◆ EXERCISE
Search the records below for "after"; copy each line that has it.

◆ SUPPLIED RECORDS
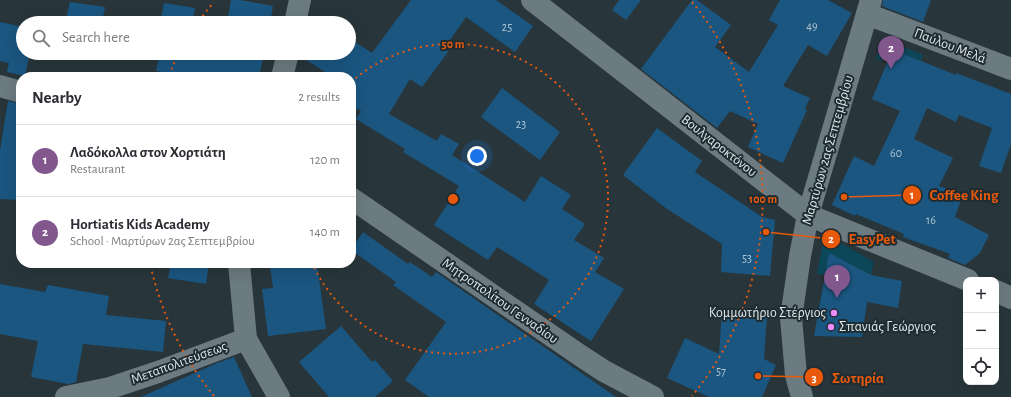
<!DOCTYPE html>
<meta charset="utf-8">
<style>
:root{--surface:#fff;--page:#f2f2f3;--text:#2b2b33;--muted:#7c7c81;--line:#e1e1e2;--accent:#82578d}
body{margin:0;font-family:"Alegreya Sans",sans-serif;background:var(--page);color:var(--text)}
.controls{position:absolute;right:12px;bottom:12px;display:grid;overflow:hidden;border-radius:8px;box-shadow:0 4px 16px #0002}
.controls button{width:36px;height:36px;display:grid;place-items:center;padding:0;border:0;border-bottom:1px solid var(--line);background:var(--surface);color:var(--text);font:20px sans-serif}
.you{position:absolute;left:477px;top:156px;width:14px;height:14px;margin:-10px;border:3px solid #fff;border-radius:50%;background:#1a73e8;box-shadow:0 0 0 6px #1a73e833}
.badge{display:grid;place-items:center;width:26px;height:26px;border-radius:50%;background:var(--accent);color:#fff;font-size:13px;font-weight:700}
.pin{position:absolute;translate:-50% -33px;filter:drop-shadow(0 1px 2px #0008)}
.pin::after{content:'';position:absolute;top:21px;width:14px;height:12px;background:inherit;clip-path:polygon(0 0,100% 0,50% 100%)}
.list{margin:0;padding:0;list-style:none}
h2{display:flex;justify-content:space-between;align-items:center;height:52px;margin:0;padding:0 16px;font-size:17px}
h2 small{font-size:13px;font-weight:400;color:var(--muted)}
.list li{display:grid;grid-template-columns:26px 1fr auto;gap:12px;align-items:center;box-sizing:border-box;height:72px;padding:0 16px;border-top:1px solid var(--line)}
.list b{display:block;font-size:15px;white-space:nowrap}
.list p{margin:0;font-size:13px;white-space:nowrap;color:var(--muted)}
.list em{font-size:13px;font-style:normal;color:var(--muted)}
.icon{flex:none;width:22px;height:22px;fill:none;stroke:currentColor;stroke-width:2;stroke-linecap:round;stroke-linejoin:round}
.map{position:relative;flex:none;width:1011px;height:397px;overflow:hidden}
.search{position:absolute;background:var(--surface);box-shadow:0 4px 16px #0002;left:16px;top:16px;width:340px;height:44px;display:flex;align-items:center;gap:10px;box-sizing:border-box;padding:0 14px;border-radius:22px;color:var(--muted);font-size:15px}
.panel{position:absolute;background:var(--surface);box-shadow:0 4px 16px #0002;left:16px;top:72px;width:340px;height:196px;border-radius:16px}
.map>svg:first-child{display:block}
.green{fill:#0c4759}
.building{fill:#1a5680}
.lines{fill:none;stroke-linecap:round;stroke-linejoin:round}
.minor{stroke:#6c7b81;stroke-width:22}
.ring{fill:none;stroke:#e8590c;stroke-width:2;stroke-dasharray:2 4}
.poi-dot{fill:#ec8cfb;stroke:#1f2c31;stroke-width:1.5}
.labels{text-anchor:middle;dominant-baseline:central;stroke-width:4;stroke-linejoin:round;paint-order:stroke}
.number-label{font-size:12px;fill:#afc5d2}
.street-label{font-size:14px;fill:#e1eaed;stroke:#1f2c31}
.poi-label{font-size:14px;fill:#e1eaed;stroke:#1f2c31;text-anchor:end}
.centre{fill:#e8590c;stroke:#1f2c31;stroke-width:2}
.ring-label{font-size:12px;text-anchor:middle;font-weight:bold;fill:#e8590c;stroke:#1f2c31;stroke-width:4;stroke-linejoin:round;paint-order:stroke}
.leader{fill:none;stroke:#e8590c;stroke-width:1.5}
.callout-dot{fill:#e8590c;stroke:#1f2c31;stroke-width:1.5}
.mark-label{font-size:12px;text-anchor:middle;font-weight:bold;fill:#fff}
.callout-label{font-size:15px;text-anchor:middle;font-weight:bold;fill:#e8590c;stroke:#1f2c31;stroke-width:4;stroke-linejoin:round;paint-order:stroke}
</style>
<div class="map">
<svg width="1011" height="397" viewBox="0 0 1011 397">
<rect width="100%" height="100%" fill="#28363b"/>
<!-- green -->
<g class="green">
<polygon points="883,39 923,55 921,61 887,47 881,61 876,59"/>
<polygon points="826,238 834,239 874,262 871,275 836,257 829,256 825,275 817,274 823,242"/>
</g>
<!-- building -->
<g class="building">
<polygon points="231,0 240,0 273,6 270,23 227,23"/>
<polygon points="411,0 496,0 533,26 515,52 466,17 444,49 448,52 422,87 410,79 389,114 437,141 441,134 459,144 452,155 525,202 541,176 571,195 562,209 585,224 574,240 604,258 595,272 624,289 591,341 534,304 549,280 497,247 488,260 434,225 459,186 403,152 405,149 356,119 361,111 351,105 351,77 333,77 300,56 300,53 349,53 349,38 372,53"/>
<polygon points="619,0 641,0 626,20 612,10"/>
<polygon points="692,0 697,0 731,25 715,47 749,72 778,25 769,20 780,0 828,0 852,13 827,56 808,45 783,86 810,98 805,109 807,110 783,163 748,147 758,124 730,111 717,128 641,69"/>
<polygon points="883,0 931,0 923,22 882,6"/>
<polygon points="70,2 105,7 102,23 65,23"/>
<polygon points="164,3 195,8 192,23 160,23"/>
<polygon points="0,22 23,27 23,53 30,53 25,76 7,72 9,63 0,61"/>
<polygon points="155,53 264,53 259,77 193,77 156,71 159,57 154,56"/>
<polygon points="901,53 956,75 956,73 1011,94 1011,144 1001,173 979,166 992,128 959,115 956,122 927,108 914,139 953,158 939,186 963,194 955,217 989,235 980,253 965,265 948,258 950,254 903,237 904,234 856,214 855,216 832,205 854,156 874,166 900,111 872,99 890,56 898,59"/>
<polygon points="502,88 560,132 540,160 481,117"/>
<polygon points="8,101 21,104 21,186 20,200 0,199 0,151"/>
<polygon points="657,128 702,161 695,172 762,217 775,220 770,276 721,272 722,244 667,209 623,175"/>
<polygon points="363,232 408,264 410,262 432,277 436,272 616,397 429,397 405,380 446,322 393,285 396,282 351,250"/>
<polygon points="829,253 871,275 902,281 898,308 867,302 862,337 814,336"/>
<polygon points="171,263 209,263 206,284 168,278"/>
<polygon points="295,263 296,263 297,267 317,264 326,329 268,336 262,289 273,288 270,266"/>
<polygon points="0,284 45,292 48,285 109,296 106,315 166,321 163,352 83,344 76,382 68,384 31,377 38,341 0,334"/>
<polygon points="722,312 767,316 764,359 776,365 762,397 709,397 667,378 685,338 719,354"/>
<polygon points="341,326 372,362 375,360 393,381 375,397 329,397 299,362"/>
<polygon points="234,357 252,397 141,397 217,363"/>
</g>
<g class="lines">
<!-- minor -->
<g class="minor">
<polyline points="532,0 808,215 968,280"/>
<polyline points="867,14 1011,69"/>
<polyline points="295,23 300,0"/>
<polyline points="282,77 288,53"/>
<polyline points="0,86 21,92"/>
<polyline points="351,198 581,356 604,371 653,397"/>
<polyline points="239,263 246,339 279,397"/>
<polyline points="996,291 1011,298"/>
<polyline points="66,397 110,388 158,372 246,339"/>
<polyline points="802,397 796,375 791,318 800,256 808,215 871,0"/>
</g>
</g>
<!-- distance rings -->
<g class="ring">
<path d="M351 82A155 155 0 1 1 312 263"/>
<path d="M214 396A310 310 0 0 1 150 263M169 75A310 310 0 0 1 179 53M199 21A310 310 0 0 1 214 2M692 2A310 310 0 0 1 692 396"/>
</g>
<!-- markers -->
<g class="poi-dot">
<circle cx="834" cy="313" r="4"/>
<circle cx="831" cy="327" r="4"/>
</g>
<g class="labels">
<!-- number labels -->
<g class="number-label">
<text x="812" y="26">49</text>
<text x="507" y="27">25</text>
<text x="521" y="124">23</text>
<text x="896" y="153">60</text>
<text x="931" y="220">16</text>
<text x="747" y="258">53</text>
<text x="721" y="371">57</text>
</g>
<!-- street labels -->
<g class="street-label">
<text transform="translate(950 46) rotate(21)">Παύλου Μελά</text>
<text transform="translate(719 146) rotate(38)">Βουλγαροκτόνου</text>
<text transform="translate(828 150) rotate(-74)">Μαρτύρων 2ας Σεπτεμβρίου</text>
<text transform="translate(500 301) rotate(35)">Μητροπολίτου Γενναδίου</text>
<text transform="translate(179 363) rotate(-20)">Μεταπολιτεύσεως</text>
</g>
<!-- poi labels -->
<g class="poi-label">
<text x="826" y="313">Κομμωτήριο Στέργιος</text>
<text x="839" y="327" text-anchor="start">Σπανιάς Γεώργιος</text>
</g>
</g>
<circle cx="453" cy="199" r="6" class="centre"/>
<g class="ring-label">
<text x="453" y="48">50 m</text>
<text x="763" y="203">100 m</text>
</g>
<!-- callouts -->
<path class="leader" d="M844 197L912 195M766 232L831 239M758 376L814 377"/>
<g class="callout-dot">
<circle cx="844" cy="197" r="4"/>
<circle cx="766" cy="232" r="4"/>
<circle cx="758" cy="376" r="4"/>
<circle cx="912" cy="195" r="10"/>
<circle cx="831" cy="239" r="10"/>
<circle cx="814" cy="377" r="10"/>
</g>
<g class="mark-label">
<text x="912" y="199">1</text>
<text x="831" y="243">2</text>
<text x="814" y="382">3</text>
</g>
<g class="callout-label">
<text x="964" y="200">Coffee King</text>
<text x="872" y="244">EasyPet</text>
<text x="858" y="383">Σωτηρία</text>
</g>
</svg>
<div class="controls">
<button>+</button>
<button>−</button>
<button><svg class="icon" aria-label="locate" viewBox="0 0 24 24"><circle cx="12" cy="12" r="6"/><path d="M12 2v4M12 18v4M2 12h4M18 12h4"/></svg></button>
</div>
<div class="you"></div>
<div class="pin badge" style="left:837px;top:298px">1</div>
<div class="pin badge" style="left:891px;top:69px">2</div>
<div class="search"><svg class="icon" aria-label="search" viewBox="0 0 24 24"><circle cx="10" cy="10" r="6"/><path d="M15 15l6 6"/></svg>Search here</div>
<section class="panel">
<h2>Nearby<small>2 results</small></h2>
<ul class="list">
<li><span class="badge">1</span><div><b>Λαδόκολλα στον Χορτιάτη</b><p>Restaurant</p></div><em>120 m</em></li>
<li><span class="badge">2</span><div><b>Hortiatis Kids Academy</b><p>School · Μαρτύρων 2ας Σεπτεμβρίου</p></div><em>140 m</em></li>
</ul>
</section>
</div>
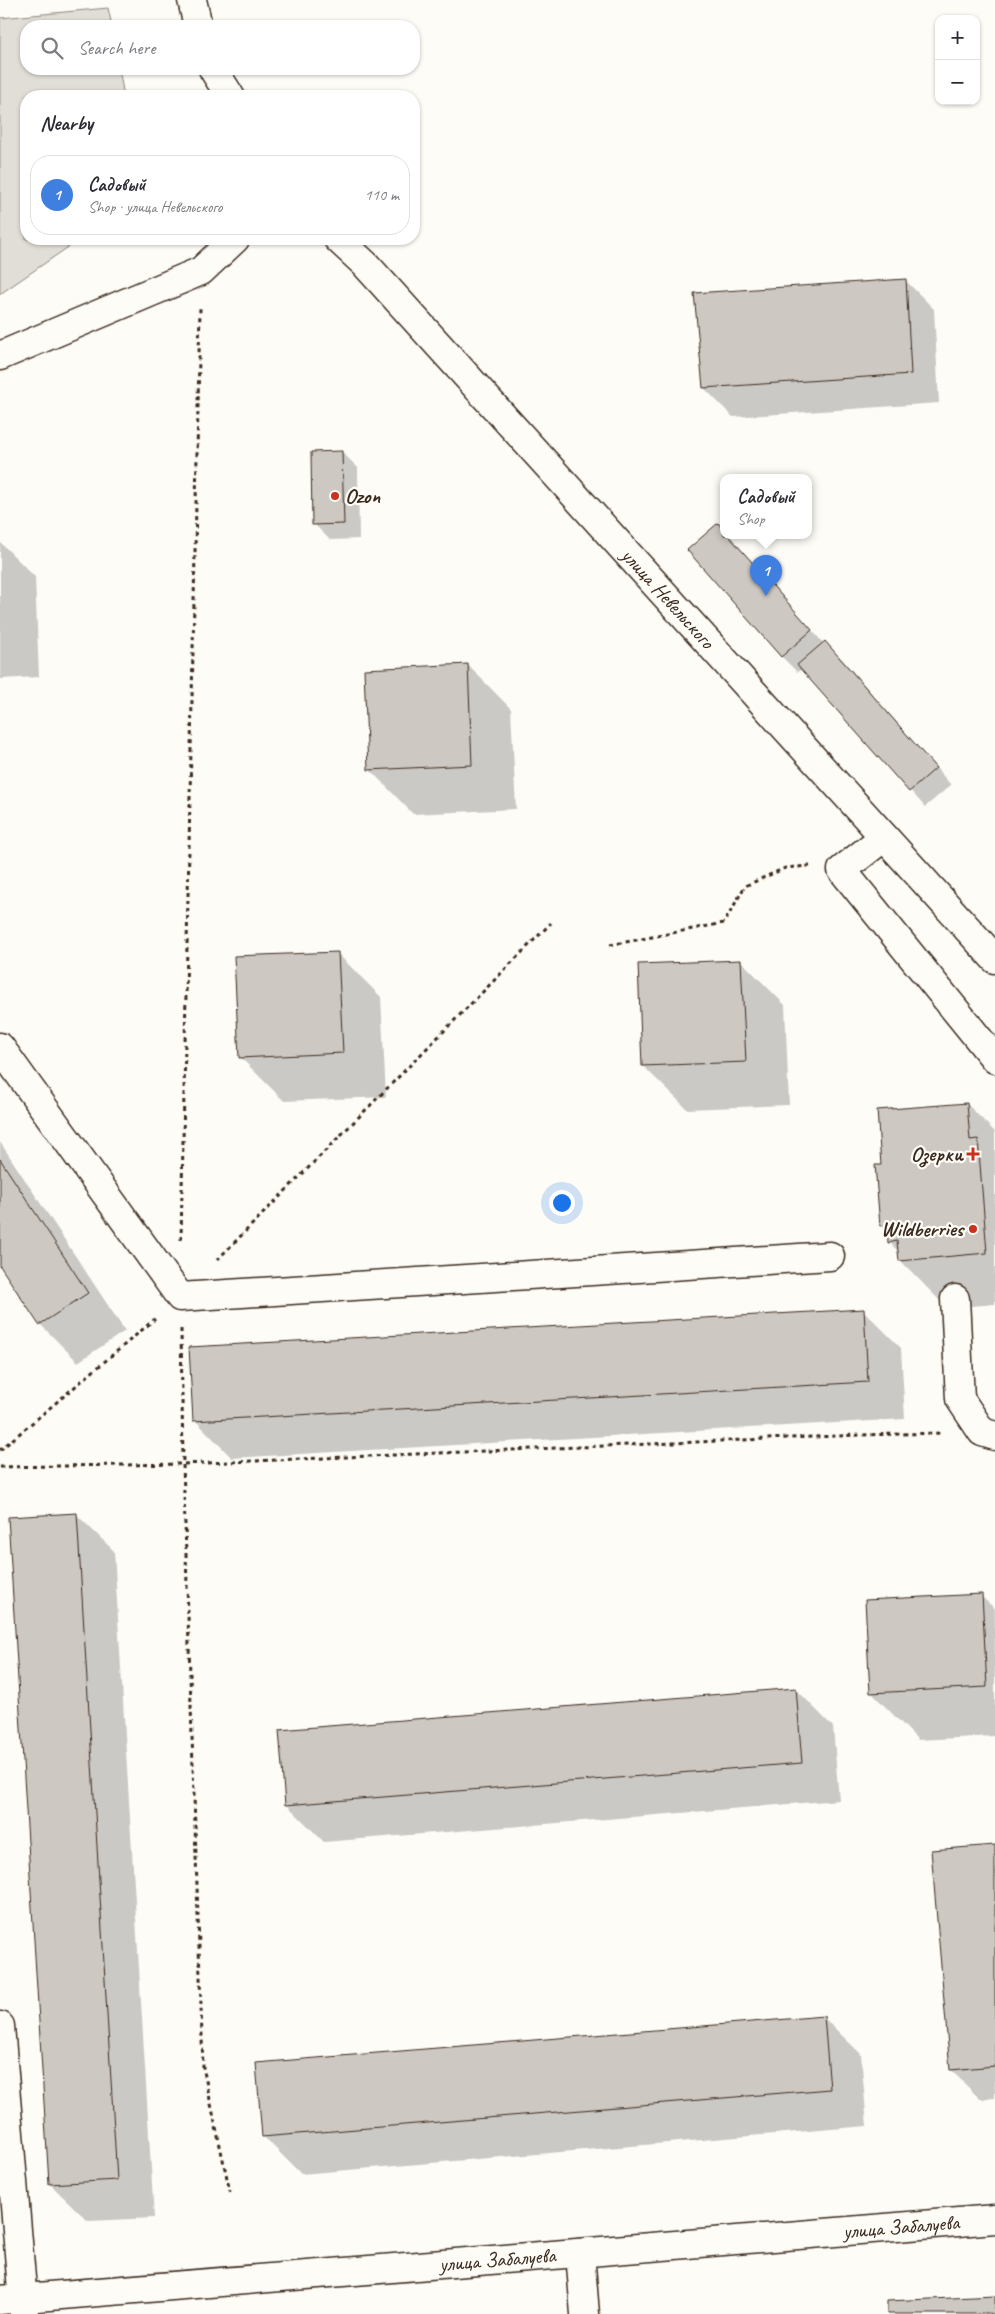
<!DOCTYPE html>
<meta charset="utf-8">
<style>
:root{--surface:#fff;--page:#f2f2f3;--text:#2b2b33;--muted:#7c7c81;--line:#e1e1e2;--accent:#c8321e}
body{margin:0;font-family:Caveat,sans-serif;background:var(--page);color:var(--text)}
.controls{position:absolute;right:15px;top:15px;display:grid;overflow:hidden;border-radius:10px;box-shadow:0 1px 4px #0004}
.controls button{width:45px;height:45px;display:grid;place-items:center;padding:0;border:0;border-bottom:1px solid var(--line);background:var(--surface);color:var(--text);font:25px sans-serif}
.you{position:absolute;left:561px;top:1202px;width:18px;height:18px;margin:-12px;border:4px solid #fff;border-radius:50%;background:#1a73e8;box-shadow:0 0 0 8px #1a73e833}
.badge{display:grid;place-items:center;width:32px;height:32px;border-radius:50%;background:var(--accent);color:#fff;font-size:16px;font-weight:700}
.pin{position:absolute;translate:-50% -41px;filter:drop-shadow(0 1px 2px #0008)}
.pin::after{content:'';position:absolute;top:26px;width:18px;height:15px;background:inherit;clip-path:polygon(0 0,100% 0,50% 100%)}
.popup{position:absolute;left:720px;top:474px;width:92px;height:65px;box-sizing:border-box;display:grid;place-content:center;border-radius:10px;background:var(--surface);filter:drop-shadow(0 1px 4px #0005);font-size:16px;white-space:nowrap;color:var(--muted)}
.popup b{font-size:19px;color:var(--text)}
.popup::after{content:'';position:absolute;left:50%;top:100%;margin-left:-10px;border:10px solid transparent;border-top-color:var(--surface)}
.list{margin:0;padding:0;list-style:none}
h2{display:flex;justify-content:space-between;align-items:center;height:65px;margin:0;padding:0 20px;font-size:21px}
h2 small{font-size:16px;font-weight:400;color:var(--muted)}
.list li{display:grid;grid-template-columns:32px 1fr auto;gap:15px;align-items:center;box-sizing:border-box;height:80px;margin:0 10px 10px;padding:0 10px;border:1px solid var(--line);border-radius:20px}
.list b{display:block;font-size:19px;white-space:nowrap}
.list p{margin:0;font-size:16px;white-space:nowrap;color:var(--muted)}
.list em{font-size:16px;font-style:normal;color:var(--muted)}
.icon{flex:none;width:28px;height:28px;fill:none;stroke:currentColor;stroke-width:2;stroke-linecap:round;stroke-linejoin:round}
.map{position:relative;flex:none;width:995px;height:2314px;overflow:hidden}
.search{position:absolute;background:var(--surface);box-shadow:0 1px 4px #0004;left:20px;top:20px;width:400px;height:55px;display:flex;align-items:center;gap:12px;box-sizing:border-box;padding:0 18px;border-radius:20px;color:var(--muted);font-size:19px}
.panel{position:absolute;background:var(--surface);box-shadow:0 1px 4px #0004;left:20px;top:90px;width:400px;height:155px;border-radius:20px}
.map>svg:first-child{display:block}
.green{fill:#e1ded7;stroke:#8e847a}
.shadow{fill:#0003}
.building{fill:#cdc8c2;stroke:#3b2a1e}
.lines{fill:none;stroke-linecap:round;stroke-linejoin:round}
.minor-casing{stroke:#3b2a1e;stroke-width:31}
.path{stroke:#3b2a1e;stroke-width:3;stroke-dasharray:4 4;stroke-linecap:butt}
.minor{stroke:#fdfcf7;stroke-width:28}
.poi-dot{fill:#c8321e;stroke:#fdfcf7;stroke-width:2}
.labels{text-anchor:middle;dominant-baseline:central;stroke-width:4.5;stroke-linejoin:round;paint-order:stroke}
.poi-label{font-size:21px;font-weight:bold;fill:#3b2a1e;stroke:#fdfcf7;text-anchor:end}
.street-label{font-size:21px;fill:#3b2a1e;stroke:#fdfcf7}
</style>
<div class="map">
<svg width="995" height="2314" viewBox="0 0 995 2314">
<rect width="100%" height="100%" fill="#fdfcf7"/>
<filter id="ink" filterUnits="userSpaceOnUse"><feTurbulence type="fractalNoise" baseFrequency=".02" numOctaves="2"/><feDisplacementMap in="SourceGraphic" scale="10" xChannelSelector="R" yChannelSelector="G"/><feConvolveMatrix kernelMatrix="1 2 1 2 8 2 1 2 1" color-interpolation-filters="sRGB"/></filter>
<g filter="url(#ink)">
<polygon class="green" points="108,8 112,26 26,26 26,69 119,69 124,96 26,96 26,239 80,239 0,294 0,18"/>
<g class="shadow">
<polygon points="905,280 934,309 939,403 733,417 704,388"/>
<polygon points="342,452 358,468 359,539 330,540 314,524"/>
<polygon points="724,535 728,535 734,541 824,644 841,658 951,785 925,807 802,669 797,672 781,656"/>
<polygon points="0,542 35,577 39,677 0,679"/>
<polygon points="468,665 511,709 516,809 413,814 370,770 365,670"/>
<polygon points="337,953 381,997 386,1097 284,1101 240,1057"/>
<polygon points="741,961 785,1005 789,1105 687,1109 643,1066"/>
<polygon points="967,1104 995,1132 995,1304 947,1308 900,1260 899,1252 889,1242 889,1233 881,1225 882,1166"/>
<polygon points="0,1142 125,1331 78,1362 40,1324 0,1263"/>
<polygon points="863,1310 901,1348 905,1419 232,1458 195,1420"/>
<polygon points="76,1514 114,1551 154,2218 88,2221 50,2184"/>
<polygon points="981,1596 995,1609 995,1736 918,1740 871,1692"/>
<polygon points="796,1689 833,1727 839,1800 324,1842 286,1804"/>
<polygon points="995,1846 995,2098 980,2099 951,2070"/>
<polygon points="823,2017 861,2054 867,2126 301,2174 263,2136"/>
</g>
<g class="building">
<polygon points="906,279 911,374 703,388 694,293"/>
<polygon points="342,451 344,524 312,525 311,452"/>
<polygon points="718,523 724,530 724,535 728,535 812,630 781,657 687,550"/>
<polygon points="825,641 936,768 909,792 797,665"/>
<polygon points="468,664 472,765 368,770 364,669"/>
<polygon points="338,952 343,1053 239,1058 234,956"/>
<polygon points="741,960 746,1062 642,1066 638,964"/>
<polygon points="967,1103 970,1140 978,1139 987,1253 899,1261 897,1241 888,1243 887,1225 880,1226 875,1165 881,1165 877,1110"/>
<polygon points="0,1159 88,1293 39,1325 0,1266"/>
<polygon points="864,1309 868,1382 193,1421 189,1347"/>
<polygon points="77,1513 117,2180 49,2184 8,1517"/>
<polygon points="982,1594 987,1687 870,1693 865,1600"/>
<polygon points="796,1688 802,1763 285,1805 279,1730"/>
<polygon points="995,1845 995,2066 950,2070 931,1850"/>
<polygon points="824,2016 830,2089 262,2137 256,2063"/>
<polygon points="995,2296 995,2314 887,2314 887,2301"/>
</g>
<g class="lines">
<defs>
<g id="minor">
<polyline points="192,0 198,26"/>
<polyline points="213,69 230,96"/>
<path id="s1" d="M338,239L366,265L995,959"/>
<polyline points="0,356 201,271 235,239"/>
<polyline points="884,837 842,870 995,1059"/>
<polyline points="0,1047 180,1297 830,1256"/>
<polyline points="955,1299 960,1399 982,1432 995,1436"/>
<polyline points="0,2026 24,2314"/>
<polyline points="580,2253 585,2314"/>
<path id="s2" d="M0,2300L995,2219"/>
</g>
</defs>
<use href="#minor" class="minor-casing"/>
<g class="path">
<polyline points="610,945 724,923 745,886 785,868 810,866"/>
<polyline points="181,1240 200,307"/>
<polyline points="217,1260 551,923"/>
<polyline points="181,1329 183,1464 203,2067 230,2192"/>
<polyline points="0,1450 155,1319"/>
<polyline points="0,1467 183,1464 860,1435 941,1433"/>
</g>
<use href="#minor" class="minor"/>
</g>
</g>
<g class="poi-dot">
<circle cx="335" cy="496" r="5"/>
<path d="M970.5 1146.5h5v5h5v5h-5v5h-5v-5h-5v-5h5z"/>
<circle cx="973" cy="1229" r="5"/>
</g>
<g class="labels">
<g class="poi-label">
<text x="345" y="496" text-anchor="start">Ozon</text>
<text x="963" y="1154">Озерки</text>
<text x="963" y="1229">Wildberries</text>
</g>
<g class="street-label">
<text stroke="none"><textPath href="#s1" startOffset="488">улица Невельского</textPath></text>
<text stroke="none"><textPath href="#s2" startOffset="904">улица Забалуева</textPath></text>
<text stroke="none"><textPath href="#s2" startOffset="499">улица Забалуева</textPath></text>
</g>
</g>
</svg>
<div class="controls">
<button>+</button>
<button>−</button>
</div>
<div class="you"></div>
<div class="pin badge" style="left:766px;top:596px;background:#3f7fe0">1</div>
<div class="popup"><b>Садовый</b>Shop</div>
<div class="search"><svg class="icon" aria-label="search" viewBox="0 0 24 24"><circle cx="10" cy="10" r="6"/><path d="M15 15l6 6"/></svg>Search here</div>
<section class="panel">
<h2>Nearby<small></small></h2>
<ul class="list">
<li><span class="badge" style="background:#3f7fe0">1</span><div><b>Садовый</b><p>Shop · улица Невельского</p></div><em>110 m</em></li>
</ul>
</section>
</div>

◆ TASK ANSWER
.pin::after{content:'';position:absolute;top:21px;width:14px;height:12px;background:inherit;clip-path:polygon(0 0,100% 0,50% 100%)}
.pin::after{content:'';position:absolute;top:26px;width:18px;height:15px;background:inherit;clip-path:polygon(0 0,100% 0,50% 100%)}
.popup::after{content:'';position:absolute;left:50%;top:100%;margin-left:-10px;border:10px solid transparent;border-top-color:var(--surface)}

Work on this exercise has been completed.